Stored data

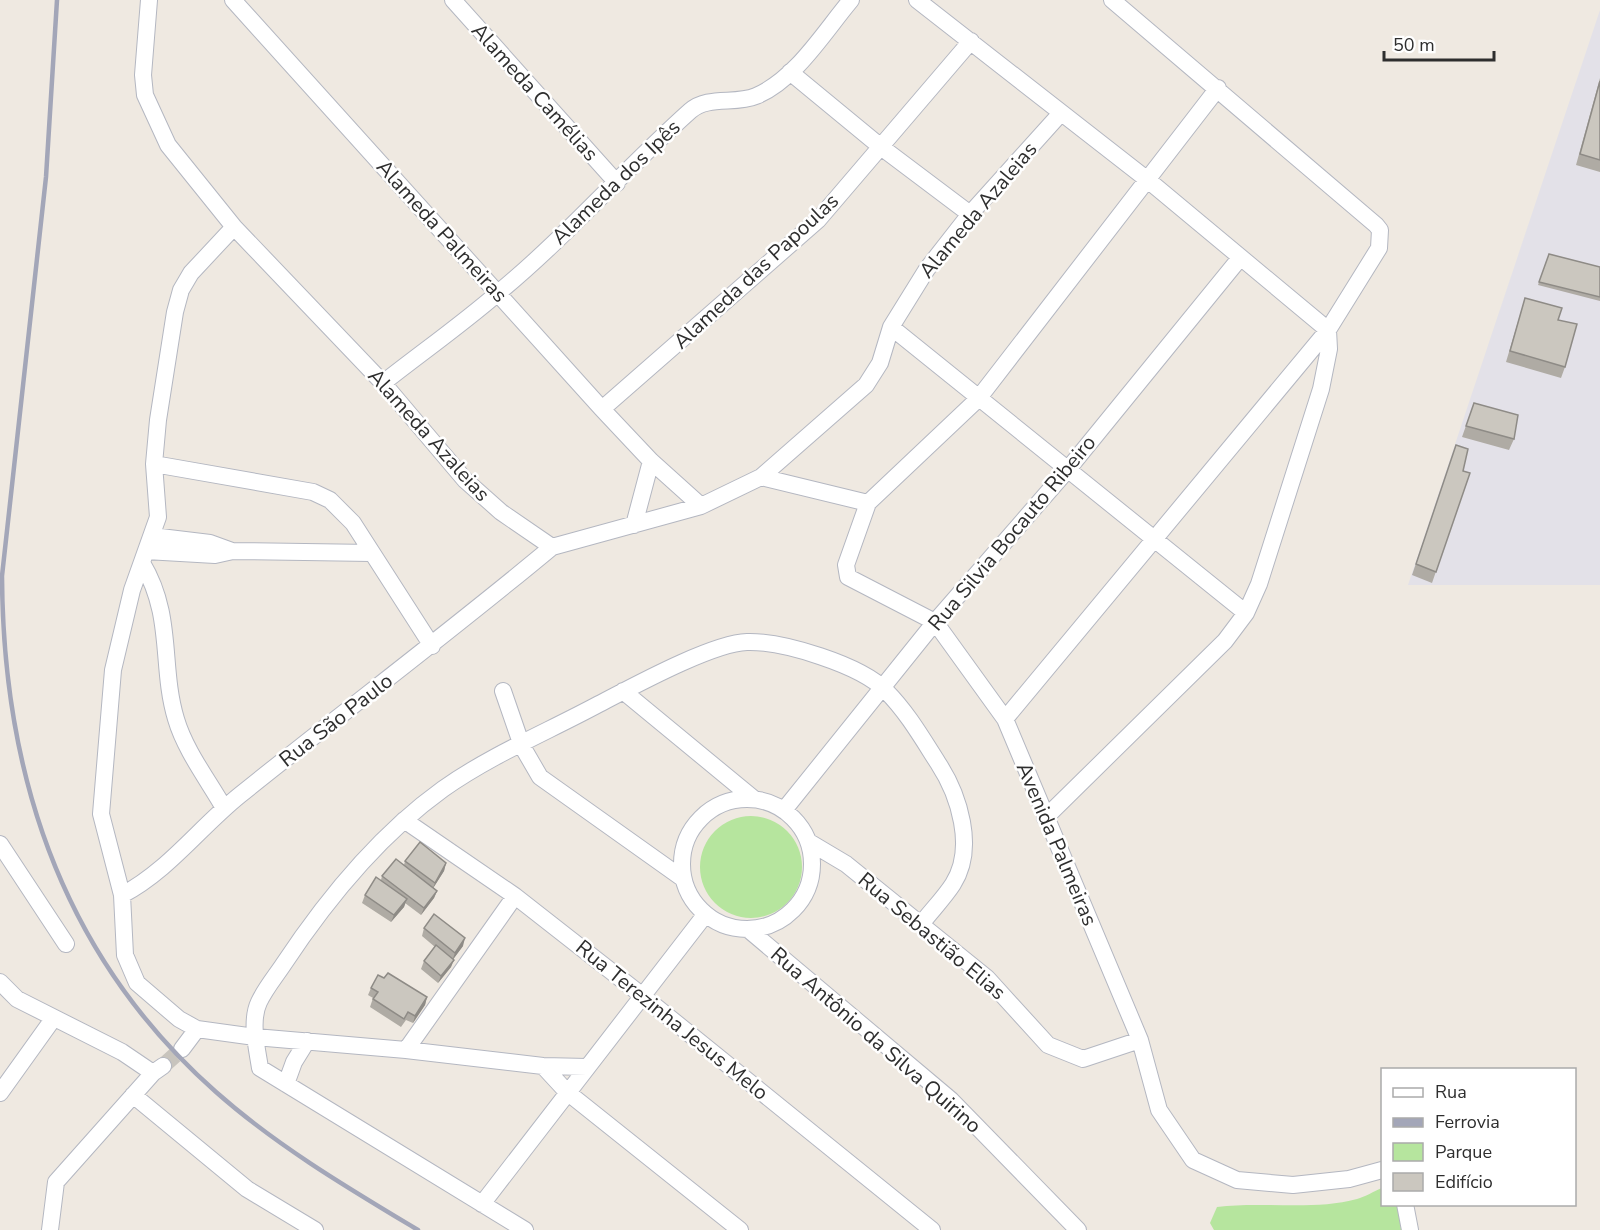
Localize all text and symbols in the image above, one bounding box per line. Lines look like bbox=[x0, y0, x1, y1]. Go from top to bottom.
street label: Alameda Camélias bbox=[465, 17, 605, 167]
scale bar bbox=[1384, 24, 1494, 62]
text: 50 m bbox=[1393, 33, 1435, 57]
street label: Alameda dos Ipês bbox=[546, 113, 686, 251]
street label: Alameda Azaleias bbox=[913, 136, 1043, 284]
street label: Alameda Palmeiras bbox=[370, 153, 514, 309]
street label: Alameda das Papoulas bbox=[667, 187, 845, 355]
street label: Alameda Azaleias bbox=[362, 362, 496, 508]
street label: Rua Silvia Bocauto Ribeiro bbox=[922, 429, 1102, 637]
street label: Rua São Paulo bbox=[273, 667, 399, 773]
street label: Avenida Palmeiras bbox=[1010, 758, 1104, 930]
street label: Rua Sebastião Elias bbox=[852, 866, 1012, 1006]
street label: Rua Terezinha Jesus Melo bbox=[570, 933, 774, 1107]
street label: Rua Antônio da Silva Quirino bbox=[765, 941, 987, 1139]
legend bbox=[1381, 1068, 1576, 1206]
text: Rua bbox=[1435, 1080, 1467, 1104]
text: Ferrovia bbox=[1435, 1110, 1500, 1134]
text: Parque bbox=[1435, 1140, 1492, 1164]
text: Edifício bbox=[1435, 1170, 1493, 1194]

YOUR ASSIGNMENT:
Give the data above again, exactly, with every picture removed.

TASK SOLUTION:
Localize all text and symbols in the image above, one bounding box per line. Lines look like bbox=[x0, y0, x1, y1]. Go from top to bottom.
street label: Alameda Camélias bbox=[465, 17, 605, 167]
scale bar bbox=[1384, 24, 1494, 62]
text: 50 m bbox=[1393, 33, 1435, 57]
street label: Alameda dos Ipês bbox=[546, 113, 686, 251]
street label: Alameda Azaleias bbox=[913, 136, 1043, 284]
street label: Alameda Palmeiras bbox=[370, 153, 514, 309]
street label: Alameda das Papoulas bbox=[667, 187, 845, 355]
street label: Alameda Azaleias bbox=[362, 362, 496, 508]
street label: Rua Silvia Bocauto Ribeiro bbox=[922, 429, 1102, 637]
street label: Rua São Paulo bbox=[273, 667, 399, 773]
street label: Avenida Palmeiras bbox=[1010, 758, 1104, 930]
street label: Rua Sebastião Elias bbox=[852, 866, 1012, 1006]
street label: Rua Terezinha Jesus Melo bbox=[570, 933, 774, 1107]
street label: Rua Antônio da Silva Quirino bbox=[765, 941, 987, 1139]
legend bbox=[1381, 1068, 1576, 1206]
text: Rua bbox=[1435, 1080, 1467, 1104]
text: Ferrovia bbox=[1435, 1110, 1500, 1134]
text: Parque bbox=[1435, 1140, 1492, 1164]
text: Edifício bbox=[1435, 1170, 1493, 1194]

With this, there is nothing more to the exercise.